La capacité à conclure des « deals » est pour le républicain de 79 ans partie intégrante de sa signature politique.
« C’est ça qui m’excite »
Dans un ouvrage désormais bien connu et paru aux États-Unis en 1987, « L’Art du deal », le milliardaire a écrit: « Faire des deals est ma forme d’expression artistique. D’autres font de beaux tableaux ou écrivent de la merveilleuse poésie. Moi, j’aime faire des deals, de préférence des gros deals. C’est ça qui m’excite ».
Il a expliqué, dans le même livre, qu’il cherchait toujours à rester « flexible. Je ne m’attache jamais trop à un deal ou à une stratégie. »
Sur la question des taxes douanières, le président américain n’a pourtant jamais vraiment changé de stratégie, et ce en dépit des commentaires sur ses revirements.
Cela pourrait lui coûter cher sur le plan politique.
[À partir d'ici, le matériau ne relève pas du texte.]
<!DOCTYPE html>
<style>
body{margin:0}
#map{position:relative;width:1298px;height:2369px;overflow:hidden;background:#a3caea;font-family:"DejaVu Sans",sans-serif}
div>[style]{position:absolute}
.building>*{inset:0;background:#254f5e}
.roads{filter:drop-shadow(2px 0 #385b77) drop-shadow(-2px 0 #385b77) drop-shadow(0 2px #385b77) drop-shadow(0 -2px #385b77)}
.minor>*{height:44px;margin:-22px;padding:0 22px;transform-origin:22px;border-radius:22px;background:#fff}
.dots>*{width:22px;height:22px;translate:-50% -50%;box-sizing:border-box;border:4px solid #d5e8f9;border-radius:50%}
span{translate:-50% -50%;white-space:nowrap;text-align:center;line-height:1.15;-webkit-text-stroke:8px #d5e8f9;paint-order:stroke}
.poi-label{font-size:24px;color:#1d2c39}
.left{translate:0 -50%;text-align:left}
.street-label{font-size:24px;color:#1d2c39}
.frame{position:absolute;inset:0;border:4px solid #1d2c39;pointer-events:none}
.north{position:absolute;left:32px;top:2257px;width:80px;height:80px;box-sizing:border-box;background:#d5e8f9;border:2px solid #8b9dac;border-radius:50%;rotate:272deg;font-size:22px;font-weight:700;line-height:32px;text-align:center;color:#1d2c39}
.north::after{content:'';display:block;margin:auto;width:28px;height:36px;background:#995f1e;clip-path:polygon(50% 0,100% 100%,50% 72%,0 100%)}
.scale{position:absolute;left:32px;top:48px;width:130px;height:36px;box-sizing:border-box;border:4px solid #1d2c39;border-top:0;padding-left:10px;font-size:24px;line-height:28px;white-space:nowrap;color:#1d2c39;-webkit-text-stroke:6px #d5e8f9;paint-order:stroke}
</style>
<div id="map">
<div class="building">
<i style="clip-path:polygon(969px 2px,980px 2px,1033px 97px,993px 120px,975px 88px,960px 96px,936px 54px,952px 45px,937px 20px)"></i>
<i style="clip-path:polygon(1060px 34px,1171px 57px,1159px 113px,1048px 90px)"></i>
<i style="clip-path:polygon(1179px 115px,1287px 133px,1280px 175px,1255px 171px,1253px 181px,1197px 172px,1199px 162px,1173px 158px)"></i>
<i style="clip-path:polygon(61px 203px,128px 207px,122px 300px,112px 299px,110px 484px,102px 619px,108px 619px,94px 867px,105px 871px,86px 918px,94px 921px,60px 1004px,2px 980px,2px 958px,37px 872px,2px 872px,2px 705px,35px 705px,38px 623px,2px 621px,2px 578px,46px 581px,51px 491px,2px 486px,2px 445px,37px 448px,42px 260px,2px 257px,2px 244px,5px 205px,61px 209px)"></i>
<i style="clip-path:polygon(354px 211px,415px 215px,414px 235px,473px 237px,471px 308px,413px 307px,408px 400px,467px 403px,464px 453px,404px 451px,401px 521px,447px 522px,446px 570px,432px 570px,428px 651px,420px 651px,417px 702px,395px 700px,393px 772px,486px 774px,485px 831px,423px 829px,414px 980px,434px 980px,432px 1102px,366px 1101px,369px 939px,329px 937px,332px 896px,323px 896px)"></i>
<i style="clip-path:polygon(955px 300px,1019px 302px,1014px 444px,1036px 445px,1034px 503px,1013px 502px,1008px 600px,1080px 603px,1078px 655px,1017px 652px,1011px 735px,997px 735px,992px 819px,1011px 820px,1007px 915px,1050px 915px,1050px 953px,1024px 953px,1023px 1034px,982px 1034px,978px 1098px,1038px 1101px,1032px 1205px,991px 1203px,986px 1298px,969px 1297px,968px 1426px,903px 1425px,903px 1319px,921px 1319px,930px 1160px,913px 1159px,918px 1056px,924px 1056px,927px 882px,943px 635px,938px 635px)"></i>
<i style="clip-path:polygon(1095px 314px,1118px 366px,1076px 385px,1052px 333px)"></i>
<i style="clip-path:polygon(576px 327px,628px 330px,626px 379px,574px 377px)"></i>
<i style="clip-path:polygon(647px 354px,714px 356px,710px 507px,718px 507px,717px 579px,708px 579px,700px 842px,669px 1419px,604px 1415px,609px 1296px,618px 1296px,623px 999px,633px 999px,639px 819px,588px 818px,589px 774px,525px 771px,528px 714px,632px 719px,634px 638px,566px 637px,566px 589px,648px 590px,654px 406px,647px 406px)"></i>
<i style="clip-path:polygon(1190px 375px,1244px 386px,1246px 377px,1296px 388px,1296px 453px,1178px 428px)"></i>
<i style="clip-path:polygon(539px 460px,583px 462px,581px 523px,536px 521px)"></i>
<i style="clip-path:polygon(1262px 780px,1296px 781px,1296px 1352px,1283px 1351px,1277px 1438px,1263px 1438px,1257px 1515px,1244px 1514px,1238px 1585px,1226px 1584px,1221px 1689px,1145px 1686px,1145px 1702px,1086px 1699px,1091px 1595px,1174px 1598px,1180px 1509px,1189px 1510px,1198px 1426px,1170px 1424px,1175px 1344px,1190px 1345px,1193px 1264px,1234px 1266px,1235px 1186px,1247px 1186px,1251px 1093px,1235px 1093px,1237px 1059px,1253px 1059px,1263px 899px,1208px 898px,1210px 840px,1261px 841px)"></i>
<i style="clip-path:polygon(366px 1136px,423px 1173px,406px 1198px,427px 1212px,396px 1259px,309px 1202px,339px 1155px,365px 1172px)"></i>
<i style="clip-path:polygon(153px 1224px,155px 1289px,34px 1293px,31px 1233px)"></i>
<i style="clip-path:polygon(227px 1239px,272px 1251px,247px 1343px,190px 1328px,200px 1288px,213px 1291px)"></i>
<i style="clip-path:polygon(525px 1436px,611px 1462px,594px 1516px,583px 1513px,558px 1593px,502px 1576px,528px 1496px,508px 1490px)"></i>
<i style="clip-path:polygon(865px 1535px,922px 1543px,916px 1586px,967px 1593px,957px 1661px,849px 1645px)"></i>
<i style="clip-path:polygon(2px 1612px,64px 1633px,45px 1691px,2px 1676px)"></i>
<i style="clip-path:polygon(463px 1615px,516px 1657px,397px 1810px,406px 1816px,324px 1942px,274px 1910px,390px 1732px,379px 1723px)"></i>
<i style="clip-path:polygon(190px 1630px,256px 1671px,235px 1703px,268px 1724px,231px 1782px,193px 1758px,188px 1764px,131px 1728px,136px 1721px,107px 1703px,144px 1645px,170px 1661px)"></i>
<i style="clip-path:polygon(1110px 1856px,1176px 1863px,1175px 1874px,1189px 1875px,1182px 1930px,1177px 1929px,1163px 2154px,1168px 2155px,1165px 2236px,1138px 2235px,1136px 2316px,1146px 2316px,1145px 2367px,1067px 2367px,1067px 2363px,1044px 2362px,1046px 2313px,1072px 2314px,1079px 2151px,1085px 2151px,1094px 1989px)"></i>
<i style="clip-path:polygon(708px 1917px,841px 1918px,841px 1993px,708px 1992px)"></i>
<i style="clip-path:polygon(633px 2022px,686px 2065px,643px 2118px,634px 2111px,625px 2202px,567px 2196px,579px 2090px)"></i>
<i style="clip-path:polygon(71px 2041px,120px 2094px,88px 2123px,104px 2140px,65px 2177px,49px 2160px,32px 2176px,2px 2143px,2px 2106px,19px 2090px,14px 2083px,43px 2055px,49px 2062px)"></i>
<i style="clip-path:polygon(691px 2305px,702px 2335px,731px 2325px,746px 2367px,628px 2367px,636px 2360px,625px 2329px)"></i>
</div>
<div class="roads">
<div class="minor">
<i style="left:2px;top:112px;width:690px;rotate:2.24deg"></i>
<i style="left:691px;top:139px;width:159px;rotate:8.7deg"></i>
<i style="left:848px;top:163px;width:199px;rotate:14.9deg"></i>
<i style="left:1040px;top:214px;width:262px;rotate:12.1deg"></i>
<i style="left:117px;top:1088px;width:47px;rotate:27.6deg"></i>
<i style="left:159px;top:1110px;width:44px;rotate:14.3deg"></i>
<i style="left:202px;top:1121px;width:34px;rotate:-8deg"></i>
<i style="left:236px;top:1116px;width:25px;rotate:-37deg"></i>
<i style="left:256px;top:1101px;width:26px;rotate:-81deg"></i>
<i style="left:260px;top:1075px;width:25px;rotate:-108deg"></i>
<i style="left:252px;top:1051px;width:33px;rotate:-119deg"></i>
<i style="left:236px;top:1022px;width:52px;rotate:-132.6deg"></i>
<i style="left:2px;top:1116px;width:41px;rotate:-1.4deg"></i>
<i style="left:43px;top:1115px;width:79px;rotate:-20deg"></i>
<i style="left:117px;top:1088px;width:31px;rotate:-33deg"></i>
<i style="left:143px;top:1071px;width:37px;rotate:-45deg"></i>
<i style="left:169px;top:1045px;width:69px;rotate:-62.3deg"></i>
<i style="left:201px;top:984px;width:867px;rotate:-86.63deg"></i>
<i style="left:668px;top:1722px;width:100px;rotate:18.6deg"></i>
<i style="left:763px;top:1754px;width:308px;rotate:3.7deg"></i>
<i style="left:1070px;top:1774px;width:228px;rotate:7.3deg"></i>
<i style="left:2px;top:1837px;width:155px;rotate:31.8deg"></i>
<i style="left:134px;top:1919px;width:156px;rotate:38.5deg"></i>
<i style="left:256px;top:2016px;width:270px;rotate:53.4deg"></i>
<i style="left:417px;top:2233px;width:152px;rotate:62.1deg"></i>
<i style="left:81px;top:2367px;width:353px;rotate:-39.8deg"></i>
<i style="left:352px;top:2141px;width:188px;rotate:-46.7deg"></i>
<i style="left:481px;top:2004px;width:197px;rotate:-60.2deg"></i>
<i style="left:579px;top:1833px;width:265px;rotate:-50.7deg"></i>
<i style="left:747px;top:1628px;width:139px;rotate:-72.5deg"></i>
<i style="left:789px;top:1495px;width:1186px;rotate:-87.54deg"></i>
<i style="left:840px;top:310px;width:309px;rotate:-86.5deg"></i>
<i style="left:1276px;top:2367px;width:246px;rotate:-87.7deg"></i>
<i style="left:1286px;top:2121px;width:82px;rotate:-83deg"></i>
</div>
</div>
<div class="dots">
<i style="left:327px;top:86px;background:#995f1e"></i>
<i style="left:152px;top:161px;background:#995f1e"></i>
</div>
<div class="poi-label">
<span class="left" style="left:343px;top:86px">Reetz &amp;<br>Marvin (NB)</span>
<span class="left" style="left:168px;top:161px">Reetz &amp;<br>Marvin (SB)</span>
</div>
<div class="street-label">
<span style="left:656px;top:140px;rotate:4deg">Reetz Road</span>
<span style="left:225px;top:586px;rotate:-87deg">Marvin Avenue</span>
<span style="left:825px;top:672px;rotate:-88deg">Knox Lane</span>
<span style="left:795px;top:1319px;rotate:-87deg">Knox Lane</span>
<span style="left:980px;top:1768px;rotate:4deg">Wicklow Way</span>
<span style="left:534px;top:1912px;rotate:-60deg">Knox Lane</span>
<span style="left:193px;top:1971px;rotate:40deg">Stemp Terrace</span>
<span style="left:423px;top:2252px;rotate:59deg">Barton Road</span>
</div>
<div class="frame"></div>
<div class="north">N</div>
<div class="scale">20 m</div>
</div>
Dans un sondage mené par l’université Quinnipiac et publié à la mi-juillet, seulement 40 % des personnes interrogées soutiennent la politique commerciale du président, quand 56 % la critiquent.
Par ailleurs, les derniers chiffres de l’emploi portent les traces de l’offensive protectionniste de Trump, selon les experts.
Les créations d’emplois en mai et juin ont été fortement révisées à la baisse, chutant à des niveaux pas vus depuis la pandémie de Covid-19.